* _AIM OF THE TASK_: Please print the entries below exactly, from the line with "height:9px; margin:-4.5px; padding:0" through the line with "position:absolute; left:840px; top:8px;", including both of those lines and leaving out all others.

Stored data
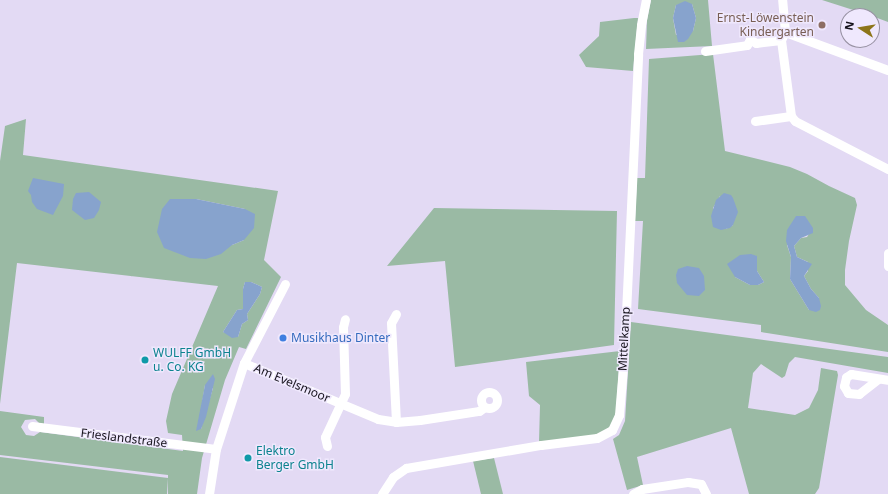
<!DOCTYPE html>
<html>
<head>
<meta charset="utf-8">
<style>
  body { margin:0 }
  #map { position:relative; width:888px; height:494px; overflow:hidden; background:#e3daf4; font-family:"Noto Sans",sans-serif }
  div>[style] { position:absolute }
  .green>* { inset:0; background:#9abaa4 }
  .water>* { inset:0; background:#87a3cd }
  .minor>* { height:9px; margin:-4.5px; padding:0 4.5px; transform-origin:4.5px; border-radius:4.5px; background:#fff }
  .minor>.ring { margin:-4.5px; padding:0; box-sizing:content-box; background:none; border:9px solid #fff; border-radius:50% }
  .dots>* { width:11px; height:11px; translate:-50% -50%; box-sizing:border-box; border:2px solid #efe8fd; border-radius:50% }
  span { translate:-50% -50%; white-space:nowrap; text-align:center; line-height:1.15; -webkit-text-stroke:3px #efe8fd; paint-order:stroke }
  .education-label { font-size:12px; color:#785e54 }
  .right { translate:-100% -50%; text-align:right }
  .shop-label { font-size:12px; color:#366cbe }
  .left { translate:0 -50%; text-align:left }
  .street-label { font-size:12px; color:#15121b }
  .culture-label { font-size:12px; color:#0d838f }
  .north { position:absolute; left:840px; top:8px; width:40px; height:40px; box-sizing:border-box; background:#efe8fd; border:1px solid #9892a3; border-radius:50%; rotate:282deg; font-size:11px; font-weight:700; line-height:16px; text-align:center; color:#15121b }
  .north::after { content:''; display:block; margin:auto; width:14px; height:18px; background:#8d7519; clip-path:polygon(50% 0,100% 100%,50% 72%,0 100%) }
</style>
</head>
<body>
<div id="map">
  <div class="green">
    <i style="clip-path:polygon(evenodd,651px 0,708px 0,712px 46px,646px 49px,647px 20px,651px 0,692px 4px,696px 18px,693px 31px,676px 35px,673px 18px,676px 5px,692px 4px)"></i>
    <i style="clip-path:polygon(822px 0,888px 0,888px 22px,872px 16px)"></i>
    <i style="clip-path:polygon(634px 18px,638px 18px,633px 71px,586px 67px,579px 55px,599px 36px,600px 22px)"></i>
    <i style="clip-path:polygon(evenodd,713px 54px,725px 151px,790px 167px,807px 174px,829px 186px,855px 198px,857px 205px,849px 241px,845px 270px,845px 285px,866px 310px,888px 325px,888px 352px,761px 332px,761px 325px,638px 309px,643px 221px,635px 221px,637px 178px,645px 178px,649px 59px,713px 54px,720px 196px,733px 225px,726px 229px,713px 208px,720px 196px,713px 54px,813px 228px,807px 237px,801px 238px,794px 246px,797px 257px,808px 262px,808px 271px,804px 276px,811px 289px,819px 298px,809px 310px,790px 279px,791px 257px,787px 245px,813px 228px,713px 54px,757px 256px,757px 271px,764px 282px,758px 285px,750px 285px,735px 277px,757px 256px)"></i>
    <i style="clip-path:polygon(evenodd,26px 119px,23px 155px,278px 191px,264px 260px,281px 277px,246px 349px,239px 347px,225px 380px,202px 458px,197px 494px,168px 494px,168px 475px,0 455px,0 411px,44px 417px,44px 424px,39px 423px,35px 419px,25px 420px,21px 427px,26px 435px,34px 436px,40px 432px,183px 451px,182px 435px,168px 433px,166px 421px,172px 394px,218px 286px,17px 263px,0 404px,0 161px,5px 126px,26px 119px,196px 199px,245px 209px,244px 240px,232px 245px,196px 199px,26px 119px,245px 282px,251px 282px,262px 287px,260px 294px,247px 314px,248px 320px,242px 324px,238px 337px,223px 332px,237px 310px,243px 309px,244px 304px,243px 289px,245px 282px,26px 119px,205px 385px,213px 388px,201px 429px,202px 403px,205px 385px)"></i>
    <i style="clip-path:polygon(434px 208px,617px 211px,614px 345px,455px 367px,445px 261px,387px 266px)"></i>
    <i style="clip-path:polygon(631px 322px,888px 357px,888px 373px,795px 357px,789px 363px,785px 376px,782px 378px,761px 364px,753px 373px,748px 408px,795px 415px,809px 408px,818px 390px,821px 368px,837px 371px,838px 375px,819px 488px,815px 494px,749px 494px,731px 428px,637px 457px,643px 485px,627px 490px,613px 439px,619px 435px,625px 421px)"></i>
    <i style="clip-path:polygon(620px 351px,616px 413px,610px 427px,596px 436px,539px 442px,540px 405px,529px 396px,526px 362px)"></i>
    <i style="clip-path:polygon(0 457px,168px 478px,167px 494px,0 494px)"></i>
    <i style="clip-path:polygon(494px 458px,503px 494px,481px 494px,473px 461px)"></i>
  </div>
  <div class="water">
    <i style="clip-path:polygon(685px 1px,692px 4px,696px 18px,693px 31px,688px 39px,684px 42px,678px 42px,673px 18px,676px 5px)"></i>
    <i style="clip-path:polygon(33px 178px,64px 184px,63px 196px,53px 215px,37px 209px,32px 202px,31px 195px,28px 191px)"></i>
    <i style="clip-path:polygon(89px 192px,101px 202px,99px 210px,94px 218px,85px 220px,72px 210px,73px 199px,76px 193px)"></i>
    <i style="clip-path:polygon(724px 193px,731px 195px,733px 198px,738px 212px,733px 225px,730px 228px,721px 230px,713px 227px,711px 216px,716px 200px)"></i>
    <i style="clip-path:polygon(170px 199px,196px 199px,245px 209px,255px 214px,254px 228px,244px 240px,232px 245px,221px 254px,206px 259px,190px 258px,164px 248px,157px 232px,162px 209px)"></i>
    <i style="clip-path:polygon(796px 216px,805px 216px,813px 228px,813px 233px,801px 238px,794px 246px,797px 257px,812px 264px,804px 276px,811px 289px,819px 298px,821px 306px,820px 310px,816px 312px,809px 310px,790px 279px,791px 257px,786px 241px,787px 230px)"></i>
    <i style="clip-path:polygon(751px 254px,757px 256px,757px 271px,764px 282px,758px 285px,750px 285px,735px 277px,727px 264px,740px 255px)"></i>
    <i style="clip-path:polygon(687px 266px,699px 268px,704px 276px,705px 290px,699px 296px,687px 295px,677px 283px,676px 275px,678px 269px)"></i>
    <i style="clip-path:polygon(245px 282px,251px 282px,262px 287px,260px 294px,247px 314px,248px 320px,242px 324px,238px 337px,232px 338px,223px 332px,237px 310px,243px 309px,243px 289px)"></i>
    <i style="clip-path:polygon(213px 374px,215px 379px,206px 417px,201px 429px,196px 431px,205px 385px)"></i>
  </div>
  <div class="minor">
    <i style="left:785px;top:32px;width:110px;rotate:20.3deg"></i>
    <i style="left:781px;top:40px;width:77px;rotate:82.5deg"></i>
    <i style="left:791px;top:116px;width:6px;rotate:51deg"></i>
    <i style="left:795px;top:121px;width:105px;rotate:27.3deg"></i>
    <i style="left:705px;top:51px;width:42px;rotate:-8.1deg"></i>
    <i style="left:747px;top:45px;width:7px;rotate:-63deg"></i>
    <i style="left:750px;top:39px;width:7px;rotate:34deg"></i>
    <i style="left:756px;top:43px;width:25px;rotate:-7deg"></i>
    <i style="left:781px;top:40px;width:9px;rotate:-63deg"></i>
    <i style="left:785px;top:32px;width:32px;rotate:-95deg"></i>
    <i style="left:755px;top:121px;width:36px;rotate:-8deg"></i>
    <i style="left:888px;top:253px;width:13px;rotate:90deg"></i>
    <i style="left:396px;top:314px;width:10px;rotate:119deg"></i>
    <i style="left:391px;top:323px;width:99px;rotate:87.1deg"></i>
    <i style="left:244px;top:363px;width:145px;rotate:22.7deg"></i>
    <i style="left:378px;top:419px;width:18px;rotate:9deg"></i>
    <i style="left:396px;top:422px;width:24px;rotate:-5deg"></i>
    <i style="left:420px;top:420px;width:60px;rotate:-8.7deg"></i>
    <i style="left:479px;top:411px;width:7px;rotate:-34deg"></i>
    <i style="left:878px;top:379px;width:24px;rotate:142deg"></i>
    <i style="left:859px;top:394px;width:11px;rotate:-175deg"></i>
    <i style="left:848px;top:393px;width:8px;rotate:-120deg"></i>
    <i style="left:844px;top:386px;width:9px;rotate:-77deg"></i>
    <i style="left:846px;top:377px;width:6px;rotate:-31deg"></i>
    <i style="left:851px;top:374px;width:37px;rotate:9deg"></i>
    <i class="ring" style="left:481px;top:392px;width:7px;height:7px"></i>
    <i style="left:32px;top:426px;width:185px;rotate:7.1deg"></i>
    <i style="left:327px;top:446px;width:9px;rotate:-103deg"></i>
    <i style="left:325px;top:437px;width:47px;rotate:-65.1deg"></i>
    <i style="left:345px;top:394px;width:67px;rotate:-91.7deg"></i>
    <i style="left:343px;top:327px;width:8px;rotate:-76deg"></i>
    <i style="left:209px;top:494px;width:46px;rotate:-81.2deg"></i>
    <i style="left:216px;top:449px;width:90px;rotate:-72deg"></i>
    <i style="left:244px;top:363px;width:89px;rotate:-62.6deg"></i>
    <i style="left:382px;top:494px;width:20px;rotate:-57deg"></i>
    <i style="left:393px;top:477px;width:16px;rotate:-35deg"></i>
    <i style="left:406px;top:468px;width:137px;rotate:-9.7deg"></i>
    <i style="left:541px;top:445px;width:56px;rotate:-7.1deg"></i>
    <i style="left:597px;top:438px;width:17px;rotate:-28deg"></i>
    <i style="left:612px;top:430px;width:17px;rotate:-65deg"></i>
    <i style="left:619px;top:415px;width:60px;rotate:-85.2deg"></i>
    <i style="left:624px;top:355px;width:301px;rotate:-87.3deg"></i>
    <i style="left:638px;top:54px;width:29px;rotate:-84deg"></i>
    <i style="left:641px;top:25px;width:25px;rotate:-79deg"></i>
    <i style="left:633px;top:494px;width:10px;rotate:-29deg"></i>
    <i style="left:642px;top:489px;width:47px;rotate:-8.7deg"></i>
    <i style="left:688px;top:482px;width:13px;rotate:9deg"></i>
    <i style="left:701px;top:484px;width:11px;rotate:63deg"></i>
  </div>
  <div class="dots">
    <i style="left:822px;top:25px;background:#8d6e63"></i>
    <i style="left:283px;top:338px;background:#3f7fe0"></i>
    <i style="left:145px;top:360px;background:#0f9aa8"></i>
    <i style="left:248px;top:458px;background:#0f9aa8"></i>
  </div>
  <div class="education-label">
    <span class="right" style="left:814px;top:25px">Ernst-Löwenstein<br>Kindergarten</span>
  </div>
  <div class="shop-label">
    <span class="left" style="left:291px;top:338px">Musikhaus Dinter</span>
  </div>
  <div class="street-label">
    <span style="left:624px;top:339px;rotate:-87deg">Mittelkamp</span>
    <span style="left:292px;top:383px;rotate:23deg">Am Evelsmoor</span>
    <span style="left:124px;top:438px;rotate:7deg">Frieslandstraße</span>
  </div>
  <div class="culture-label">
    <span class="left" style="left:153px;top:360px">WULFF GmbH<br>u. Co. KG</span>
    <span class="left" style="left:256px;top:458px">Elektro<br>Berger GmbH</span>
  </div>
  <div class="north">N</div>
</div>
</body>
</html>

* _TASK OUTPUT_:
  .minor>* { height:9px; margin:-4.5px; padding:0 4.5px; transform-origin:4.5px; border-radius:4.5px; background:#fff }
  .minor>.ring { margin:-4.5px; padding:0; box-sizing:content-box; background:none; border:9px solid #fff; border-radius:50% }
  .dots>* { width:11px; height:11px; translate:-50% -50%; box-sizing:border-box; border:2px solid #efe8fd; border-radius:50% }
  span { translate:-50% -50%; white-space:nowrap; text-align:center; line-height:1.15; -webkit-text-stroke:3px #efe8fd; paint-order:stroke }
  .education-label { font-size:12px; color:#785e54 }
  .right { translate:-100% -50%; text-align:right }
  .shop-label { font-size:12px; color:#366cbe }
  .left { translate:0 -50%; text-align:left }
  .street-label { font-size:12px; color:#15121b }
  .culture-label { font-size:12px; color:#0d838f }
  .north { position:absolute; left:840px; top:8px; width:40px; height:40px; box-sizing:border-box; background:#efe8fd; border:1px solid #9892a3; border-radius:50%; rotate:282deg; font-size:11px; font-weight:700; line-height:16px; text-align:center; color:#15121b }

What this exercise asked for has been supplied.